The doors will close on Sept. 9.

It’s something we’ve seen and are seeing, this closing of vintage icons in neighborhoods where real estate needs, development, and the pressures of a growing city coincide. We saw it recently in Oak Cliff, at the corner of Beckley and Davis, with the closure and demolition of the El Corazon Tex-Mex restaurant.

Meanwhile, the appetite for nostalgia is real. A modern consumership seems to crave places where one might sit at the bar with a tall malt or a float topped with whipped cream and a maraschino cherry and step back in time.

For a while, Remedy on Lowest Greenville, with chef Danyele McPherson, served phosphates and the best cup of tomato soup and bologna sandwich in the city. It was the nostalgia of something like the grilled PB&J of a Highland Park Soda Fountain, but for a newer audience.

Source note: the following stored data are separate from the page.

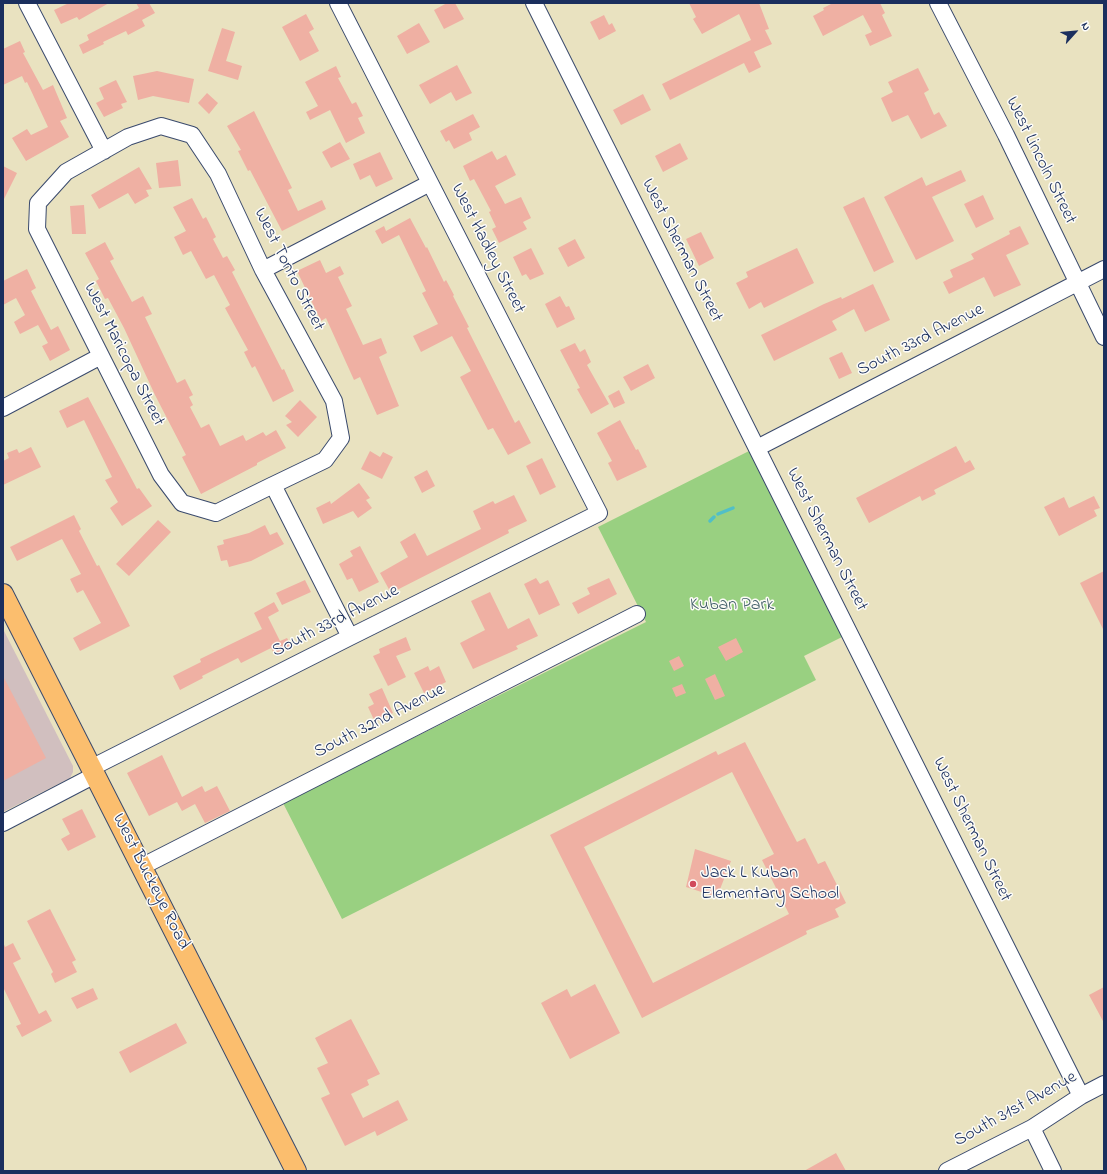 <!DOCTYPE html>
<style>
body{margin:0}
#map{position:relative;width:1107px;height:1174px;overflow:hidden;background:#e9e2c0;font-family:"Indie Flower",sans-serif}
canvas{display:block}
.frame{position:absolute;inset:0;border:4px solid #1b2f5e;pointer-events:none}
.north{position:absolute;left:1055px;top:12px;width:40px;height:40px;-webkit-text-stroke:3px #fdfcf7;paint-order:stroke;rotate:63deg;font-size:11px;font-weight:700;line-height:16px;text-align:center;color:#1b2f5e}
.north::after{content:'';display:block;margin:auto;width:14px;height:18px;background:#1b2f5e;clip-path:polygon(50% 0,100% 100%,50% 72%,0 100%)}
</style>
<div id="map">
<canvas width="1107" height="1174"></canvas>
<div class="frame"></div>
<div class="north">N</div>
</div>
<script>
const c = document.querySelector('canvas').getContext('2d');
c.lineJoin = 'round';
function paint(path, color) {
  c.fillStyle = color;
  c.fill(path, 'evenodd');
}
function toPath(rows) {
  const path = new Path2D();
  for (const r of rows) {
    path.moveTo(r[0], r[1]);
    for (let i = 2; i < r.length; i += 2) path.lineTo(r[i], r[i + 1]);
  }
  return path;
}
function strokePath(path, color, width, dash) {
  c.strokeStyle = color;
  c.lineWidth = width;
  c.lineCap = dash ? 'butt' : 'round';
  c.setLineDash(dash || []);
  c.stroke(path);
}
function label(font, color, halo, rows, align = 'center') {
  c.font = font + ' "Indie Flower",sans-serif';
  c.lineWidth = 3;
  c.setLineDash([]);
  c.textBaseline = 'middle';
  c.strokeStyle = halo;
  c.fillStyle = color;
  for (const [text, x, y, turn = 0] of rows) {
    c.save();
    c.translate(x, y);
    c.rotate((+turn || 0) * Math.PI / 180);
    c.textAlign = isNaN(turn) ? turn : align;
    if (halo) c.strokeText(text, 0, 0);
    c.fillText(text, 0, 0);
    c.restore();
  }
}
const industrial = toPath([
 [3,629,73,766,73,772,70,778,3,812]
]);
const green = toPath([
 [751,450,844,636,804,656,816,680,342,919,283,803,646,622,598,527]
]);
const stream = toPath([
 [718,514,733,508],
 [710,521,714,517]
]);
const building = toPath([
 [69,3,109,3,79,20,77,17,61,24,54,10],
 [136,3,149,3,155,13,142,20,145,26,128,35,126,31,103,42,104,44,83,54,79,45,89,40,87,35,139,8],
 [447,3,455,3,464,19,444,29,434,10],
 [689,3,759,3,769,29,765,30,772,44,754,52,761,67,749,73,744,63,670,100,662,84,751,40,739,14,702,34,693,19,696,17],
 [833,3,880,3,885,13,882,15,892,36,870,46,865,35,872,32,863,15,823,36,813,16,824,10,823,8],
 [306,14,314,29,309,32,319,51,300,61,282,27],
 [604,15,609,25,612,23,616,31,599,40,590,22],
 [419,23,430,42,407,54,397,36],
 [222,28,235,32,226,61,242,66,238,80,208,71],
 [20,41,25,52,23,53,43,90,53,85,67,118,60,121,69,137,26,161,12,138,27,129,31,135,48,127,27,82,25,83,22,76,3,85,3,49],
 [457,65,472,93,456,101,451,92,430,104,419,85],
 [336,66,341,77,338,78,352,104,356,102,363,116,358,118,365,133,346,143,330,110,310,120,306,112,318,106,305,82],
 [918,68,929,90,924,93,934,115,939,112,947,126,921,139,908,115,892,122,881,98,893,92,888,82],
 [157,71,194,79,189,103,153,96,138,100,133,76],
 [116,80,127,102,121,104,123,108,104,117,96,103,104,99,99,88],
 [207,93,218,103,209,114,198,103],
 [643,94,651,110,621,125,613,110],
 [254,111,292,188,288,190,298,211,322,200,326,209,282,231,250,170,248,171,238,151,241,150,227,126],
 [473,114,480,127,469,133,472,140,454,149,449,140,446,142,440,131],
 [340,142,350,159,331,168,322,152],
 [680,143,688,159,663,172,655,156],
 [492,151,497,160,506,155,516,175,495,186,505,204,521,197,531,218,523,222,527,229,499,243,492,229,496,227,489,212,491,211,474,179,470,181,463,166],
 [380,152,393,179,376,187,370,175,360,180,353,164],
 [178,160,181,186,159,188,156,163],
 [3,166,17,173,3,201],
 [139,167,152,189,146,190,149,196,135,204,128,193,99,209,91,195],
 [961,170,966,181,932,197,954,241,916,260,884,197,922,177,926,186],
 [983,195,994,219,976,228,964,204],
 [864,197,894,262,874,272,843,207],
 [192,198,203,219,206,217,216,237,213,239,223,258,227,256,235,270,232,272,282,370,284,369,294,391,273,402,255,366,252,368,244,352,248,350,225,308,230,305,214,275,206,279,191,251,183,255,174,237,186,231,173,207],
 [84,205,86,234,72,234,70,206],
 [410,218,426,248,427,247,444,282,446,280,454,295,453,296,469,327,467,328,515,423,519,420,531,443,508,455,493,428,488,430,460,377,471,371,452,336,421,352,413,336,438,324,422,293,426,291,399,235,382,244,375,231,384,226,386,231],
 [1020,226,1029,244,1006,255,1021,285,994,297,984,277,949,294,943,282,953,277,950,270,974,259,971,254,1010,234,1009,231],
 [701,232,714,258,699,266,686,239],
 [575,239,585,258,568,267,558,248],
 [105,242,114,259,110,261,132,302,143,296,152,314,145,317,177,383,185,379,193,395,189,397,193,405,190,407,201,428,209,424,220,446,243,435,246,441,263,432,266,436,276,430,286,448,257,463,257,465,201,494,182,457,186,455,155,395,124,328,108,298,105,299,96,281,99,279,85,253],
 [531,248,544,274,530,280,526,274,522,276,513,257],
 [797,248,814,283,764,308,761,302,749,309,736,283,748,277,746,272],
 [320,260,326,273,340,266,344,274,338,277,352,306,346,309,363,345,381,338,387,353,379,357,399,406,377,415,360,377,354,380,326,318,321,321,297,271],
 [27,269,36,288,31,291,51,330,58,326,70,350,50,361,42,346,48,343,38,325,20,334,14,322,25,315,16,298,3,305,3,281],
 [873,284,890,320,865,332,854,309,832,321,837,330,774,361,761,335,824,304,841,297,842,299],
 [560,296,566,307,569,306,575,319,557,328,545,304],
 [575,343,580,352,585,349,591,362,587,365,609,404,591,414,577,389,580,388,560,350],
 [842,352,852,373,839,379,829,358],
 [648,364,655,378,631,391,623,377],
 [619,390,625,403,614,408,608,396],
 [88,397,137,489,139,488,152,506,122,526,110,508,118,502,105,480,112,477,84,420,67,428,59,411],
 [300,400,317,417,298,437,286,425,292,422,285,416],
 [620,420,636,450,638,449,647,467,617,481,608,463,612,461,597,433],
 [956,446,965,463,970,460,975,469,934,490,936,494,922,501,920,496,869,523,856,498],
 [31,447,41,467,3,485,3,461,9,458,7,453,17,449,19,453],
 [370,451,380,457,383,452,393,457,382,479,361,469],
 [542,458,556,487,540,495,526,466],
 [427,470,435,486,422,493,414,477],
 [359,483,370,498,366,500,372,508,358,518,353,511,323,524,316,508,330,501,331,504],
 [514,495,527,521,508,530,509,533,391,593,380,573,408,557,400,542,415,533,427,556,481,529,473,511,493,501,495,504],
 [1094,496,1100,508,1094,510,1097,516,1059,536,1044,507,1064,497,1069,508],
 [74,515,81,529,79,531,97,566,99,565,130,626,80,651,73,638,101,623,83,590,77,593,70,579,81,574,62,539,17,561,10,547],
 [158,520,171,532,129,576,116,564],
 [265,525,270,535,277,532,284,544,251,561,229,567,227,560,221,561,217,546,224,544,223,540,249,533],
 [360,546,379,582,359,592,352,578,347,580,339,564,353,556,350,551],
 [1104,571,1104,631,1080,583],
 [536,578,540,584,548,580,560,605,539,615,524,584],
 [609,578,617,594,578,614,572,603,590,594,587,588],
 [305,580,311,592,282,605,276,593],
 [490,592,508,629,529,618,538,636,516,646,518,649,473,669,460,643,485,630,471,601],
 [274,602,279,611,268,617,280,641,287,638,292,647,275,655,271,648,241,663,238,658,202,676,203,678,180,690,173,676,201,662,200,659,262,629,254,613],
 [406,637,411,650,396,656,406,677,388,686,373,656,380,653,379,649],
 [736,638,743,652,726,661,718,647],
 [679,656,684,666,674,671,669,661],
 [428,666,430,671,439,666,446,682,424,693,414,673],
 [715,674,725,696,715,700,705,679],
 [3,676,46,758,3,781],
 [682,684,686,693,676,697,672,688],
 [382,688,393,713,375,722,368,707,374,704,369,694],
 [745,742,797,842,805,838,818,864,825,861,846,903,835,909,839,917,806,931,807,934,642,1018,550,835,716,751,718,755],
 [732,772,774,854,762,860,789,914,653,983,584,847],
 [162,755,182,797,202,786,205,792,217,786,230,811,205,823,195,804,182,811,177,802,149,816,127,773],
 [82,809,96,837,68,851,61,839,70,834,62,819],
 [695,849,731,861,717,897,686,887],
 [50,909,76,960,72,962,77,972,55,983,51,974,53,972,27,921],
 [3,942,5,947,13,943,21,959,13,963,39,1014,46,1010,52,1021,22,1037,16,1026,21,1024,3,987],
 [595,984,620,1033,570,1059,541,1003,567,989,571,997],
 [1104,987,1104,1023,1089,995],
 [93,988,98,999,77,1009,71,998],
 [351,1019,380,1074,367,1080,369,1085,351,1094,363,1118,398,1100,408,1120,377,1136,375,1131,345,1146,321,1098,330,1094,317,1068,328,1063,315,1038],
 [176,1023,187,1043,130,1073,119,1052],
 [836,1153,846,1171,804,1171]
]);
const minor = toPath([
 [27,3,104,151],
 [534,3,1081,1096],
 [938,3,1006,135,1104,337],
 [263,270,430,183],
 [3,408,101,356],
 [757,448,1104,269],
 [273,485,325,460,341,438,334,401,263,270,218,174,192,135,161,126,128,137,66,172,38,203,37,229,161,475,182,503,216,513,273,485,350,637],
 [91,768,350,637,599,513,338,3],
 [3,823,95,775],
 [141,867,637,614],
 [1032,1128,1053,1171],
 [947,1171,1032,1128,1081,1096,1104,1084]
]);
const major = toPath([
 [3,594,296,1171]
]);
const markers = [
 [693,884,4,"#d1495b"]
];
const streetNames = [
 ["West Lincoln Street",1040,161,64],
 ["West Hadley Street",487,249,63],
 ["West Sherman Street",681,251,63],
 ["West Tonto Street",288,270,63],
 ["South 33rd Avenue",921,341,-27],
 ["West Maricopa Street",123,355,63],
 ["West Sherman Street",826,540,63],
 ["South 33rd Avenue",336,622,-27],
 ["South 32nd Avenue",380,722,-27],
 ["West Sherman Street",971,830,64],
 ["West Buckeye Road",150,882,63],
 ["South 31st Avenue",1016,1110,-29]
];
const parkNames = [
 ["Kuban Park",732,606]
];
const poiNames = [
 ["Jack L Kuban",701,874],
 ["Elementary School",701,895]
];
paint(industrial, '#d1bfbf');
paint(green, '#99d081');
strokePath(stream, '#51bfc7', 3.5);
paint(building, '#efb0a3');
strokePath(minor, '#3a4a6d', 18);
strokePath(major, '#3a4a6d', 22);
strokePath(minor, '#fff', 16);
strokePath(major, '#fbbe6e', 20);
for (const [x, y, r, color] of markers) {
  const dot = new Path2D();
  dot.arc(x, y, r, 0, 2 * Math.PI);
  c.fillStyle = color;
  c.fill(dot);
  strokePath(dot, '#fdfcf7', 1.5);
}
label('18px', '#1b2f5e', '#fdfcf7', streetNames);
label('18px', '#415f68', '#fdfcf7', parkNames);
label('18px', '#1b2f5e', '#fdfcf7', poiNames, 'left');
</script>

At Shug’s Soda Fountain in Seattle, there’s a local, organic peach sundae and a ‘smores one topped with toasted marshmallow. I see this, too, at the Ice Cream Bar in San Francisco, where the lunch counter’s grilled cheese comes with crème fraiche on house-baked brioche with a house-fashioned pickle. Soda jerks in retro bowties and paper soda-jerk hats also sport tattoos and pilates abs.

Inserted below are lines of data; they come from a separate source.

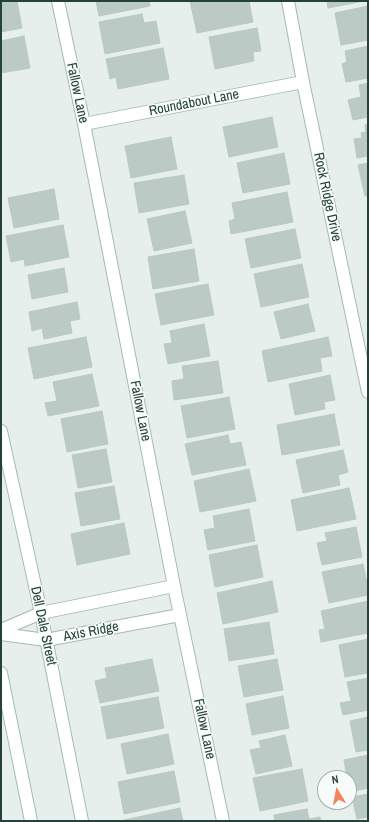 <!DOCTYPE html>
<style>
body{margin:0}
#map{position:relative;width:369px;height:822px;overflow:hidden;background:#e6efeb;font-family:"Archivo Narrow",sans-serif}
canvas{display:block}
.frame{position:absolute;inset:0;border:2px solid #24423a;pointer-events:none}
.north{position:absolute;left:317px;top:770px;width:40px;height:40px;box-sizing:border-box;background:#f7fbf9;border:1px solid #a3b1ad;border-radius:50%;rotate:350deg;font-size:11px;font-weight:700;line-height:16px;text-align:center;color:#24423a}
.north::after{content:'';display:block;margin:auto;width:14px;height:18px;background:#f4845f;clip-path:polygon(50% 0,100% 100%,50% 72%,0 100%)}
</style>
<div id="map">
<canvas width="369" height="822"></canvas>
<div class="frame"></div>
<div class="north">N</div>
</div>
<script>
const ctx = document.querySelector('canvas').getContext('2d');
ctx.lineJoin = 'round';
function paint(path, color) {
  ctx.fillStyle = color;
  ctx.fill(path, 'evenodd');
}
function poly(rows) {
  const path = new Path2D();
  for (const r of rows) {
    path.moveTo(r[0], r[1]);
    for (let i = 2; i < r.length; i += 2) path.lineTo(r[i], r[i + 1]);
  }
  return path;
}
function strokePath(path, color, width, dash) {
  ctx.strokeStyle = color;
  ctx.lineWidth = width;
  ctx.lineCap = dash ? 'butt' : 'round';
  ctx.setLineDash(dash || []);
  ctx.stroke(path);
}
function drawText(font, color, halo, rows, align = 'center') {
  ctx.font = font + ' "Archivo Narrow",sans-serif';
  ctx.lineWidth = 3;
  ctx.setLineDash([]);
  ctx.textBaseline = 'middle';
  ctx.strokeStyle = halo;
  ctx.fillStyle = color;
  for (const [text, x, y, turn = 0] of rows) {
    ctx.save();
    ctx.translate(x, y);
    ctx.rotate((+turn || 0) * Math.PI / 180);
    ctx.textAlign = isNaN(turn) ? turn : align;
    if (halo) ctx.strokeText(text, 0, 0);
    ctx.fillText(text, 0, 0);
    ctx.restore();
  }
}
const building = poly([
 [8,1,17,1,22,28,1,32,1,2,8,1],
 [96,1,149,1,150,6,99,16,96,1],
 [190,1,249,1,253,22,197,33,190,1],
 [327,1,364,1,328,8,327,1],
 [368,6,368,40,341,45,335,13,368,6],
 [142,14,144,23,156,21,160,43,105,54,99,22,142,14],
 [257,28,261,51,253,52,254,61,215,69,209,37,257,28],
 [24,36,30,68,1,73,1,41,24,36],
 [368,46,368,78,346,82,342,64,347,62,345,51,368,46],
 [163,48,169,79,118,89,116,77,110,79,106,59,163,48],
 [368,83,368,117,353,120,348,100,361,97,359,85,368,83],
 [272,117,278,147,229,157,223,127,272,117],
 [368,124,368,156,357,158,354,139,362,138,361,133,366,132,365,125,368,124],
 [171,137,177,169,131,178,125,146,171,137],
 [284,153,290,184,243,193,237,163,284,153],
 [368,163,368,196,365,196,358,165,368,163],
 [184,175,189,204,139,213,134,183,184,175],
 [54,189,59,219,14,228,8,198,54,189],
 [287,192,293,222,231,234,229,221,235,219,232,203,287,192],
 [185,211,192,243,154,251,147,219,185,211],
 [63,225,69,257,25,266,24,259,11,262,6,236,63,225],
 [295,229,301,258,251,268,245,239,295,229],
 [194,249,199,281,153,289,148,257,194,249],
 [302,264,309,297,261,307,254,274,302,264],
 [64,268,68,292,32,299,28,275,64,268],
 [208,284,214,315,161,325,155,294,208,284],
 [77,302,80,319,70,321,72,333,44,339,42,328,32,331,29,312,77,302],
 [308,304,315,331,281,339,274,312,308,304],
 [204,324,210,356,168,364,164,344,172,343,170,331,204,324],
 [86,337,92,367,34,379,28,348,86,337],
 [328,337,332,356,320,358,322,371,268,382,262,351,328,337],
 [218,361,223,393,174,400,172,381,184,379,182,366,218,361],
 [92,374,99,406,48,416,45,403,57,401,53,382,92,374],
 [330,375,335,400,324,402,325,409,295,415,289,384,330,375],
 [229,397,235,429,187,438,181,406,229,397],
 [102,411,108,444,67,452,61,419,102,411],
 [334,414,340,445,282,455,277,425,334,414],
 [228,435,230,444,241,442,246,465,192,475,185,444,228,435],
 [106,449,112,482,78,488,72,455,106,449],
 [343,450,348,472,338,475,340,485,303,493,296,460,343,450],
 [249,469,256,501,200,512,194,481,249,469],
 [114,486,120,519,81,526,75,493,114,486],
 [349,488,356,519,297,531,291,500,349,488],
 [249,509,255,541,208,550,204,530,215,528,213,516,249,509],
 [124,523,130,554,77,565,71,534,124,523],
 [356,527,362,557,322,565,317,543,327,541,325,533,356,527],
 [257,545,263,577,215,587,209,555,257,545],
 [363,564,368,588,368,595,329,603,322,572,363,564],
 [272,581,278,612,223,624,217,593,272,581],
 [368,601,368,633,321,642,319,630,325,629,321,611,368,601],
 [269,622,274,654,229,661,224,629,269,622],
 [368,639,368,673,345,677,339,645,368,639],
 [152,659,159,691,100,703,95,681,107,678,105,668,152,659],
 [277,659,283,690,244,697,238,666,277,659],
 [368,678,368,710,343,715,340,703,351,701,347,682,368,678],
 [283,696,289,728,252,735,246,704,283,696],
 [158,697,164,728,107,739,101,707,158,697],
 [368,717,368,750,356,752,350,721,368,717],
 [168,734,174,764,127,774,121,744,168,734],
 [285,735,292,766,256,774,250,750,261,748,259,741,285,735],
 [368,755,368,788,350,792,349,778,347,778,344,760,368,755],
 [302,769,308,801,260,811,253,778,302,769],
 [174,771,180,802,124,814,118,782,174,771],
 [368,794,368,817,357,819,352,797,368,794],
 [180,808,183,821,124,821,124,820,180,808],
 [307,809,309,819,320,817,321,821,275,821,274,815,307,809]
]);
const minor = poly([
 [58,1,84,124,174,586,223,821],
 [288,1,303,82,368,392],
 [84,124,303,82],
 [1,630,41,613,174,586],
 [1,634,46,640,180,615]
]);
const secondary = poly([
 [1,431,41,613,82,821],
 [1,673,31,821]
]);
const streetNames = [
 ["Fallow Lane",77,93,78],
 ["Roundabout Lane",194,103,-11],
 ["Rock Ridge Drive",327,197,78],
 ["Fallow Lane",140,411,79],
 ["Dell Dale Street",43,626,78],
 ["Axis Ridge",91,632,-11],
 ["Fallow Lane",204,729,78]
];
paint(building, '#bbcac4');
strokePath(building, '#b8c9c2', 1);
strokePath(minor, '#a8b8b2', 14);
strokePath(secondary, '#a4bbb3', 14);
strokePath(minor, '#fff', 12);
strokePath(secondary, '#fff', 12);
drawText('14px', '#24423a', '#f7fbf9', streetNames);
</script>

While we cherish bringing back that retro nostalgia—the pharmacy that also sells phosphates—the originals are closing. There are few spots to which three generations can say they’ve gone together for years.

In 1985, D writer Babs Suzanne Harrison wrote “A Walking Tour of Knox/Henderson,” saying the neighborhood “has been described as some of the hottest real estate in the city.” But, she points out, “unlike other successful development projects in Dallas, the laid-back sophistication of Knox-Henderson does not rely on towering glass structures and multi-lane thoroughfares.” Instead, she writes, “most of the buildings consist of a single level, all are directly on the two-lane street, and there are actually pedestrians using the paved sidewalks, somewhat of a rarity in Dallas these days.” The walking tour, of course, includes Weir’s Furniture and what was then called the Highland Park Pharmacy.

Minyard Williams states that the Williamses have been invited back, to be part of the new, projected development, which she says is two years away. But the Highland Park Soda Fountain’s story tells of a turning of the tide, too—veteran employees retiring, rent rising. The future is unclear. “We have no answers yet,” she says.

And so, I recommend promises-to-self to get a grilled cheese and a malt. No extras. Dill pickle chips. I don’t know what will come next. But I’m not sure it will be any better.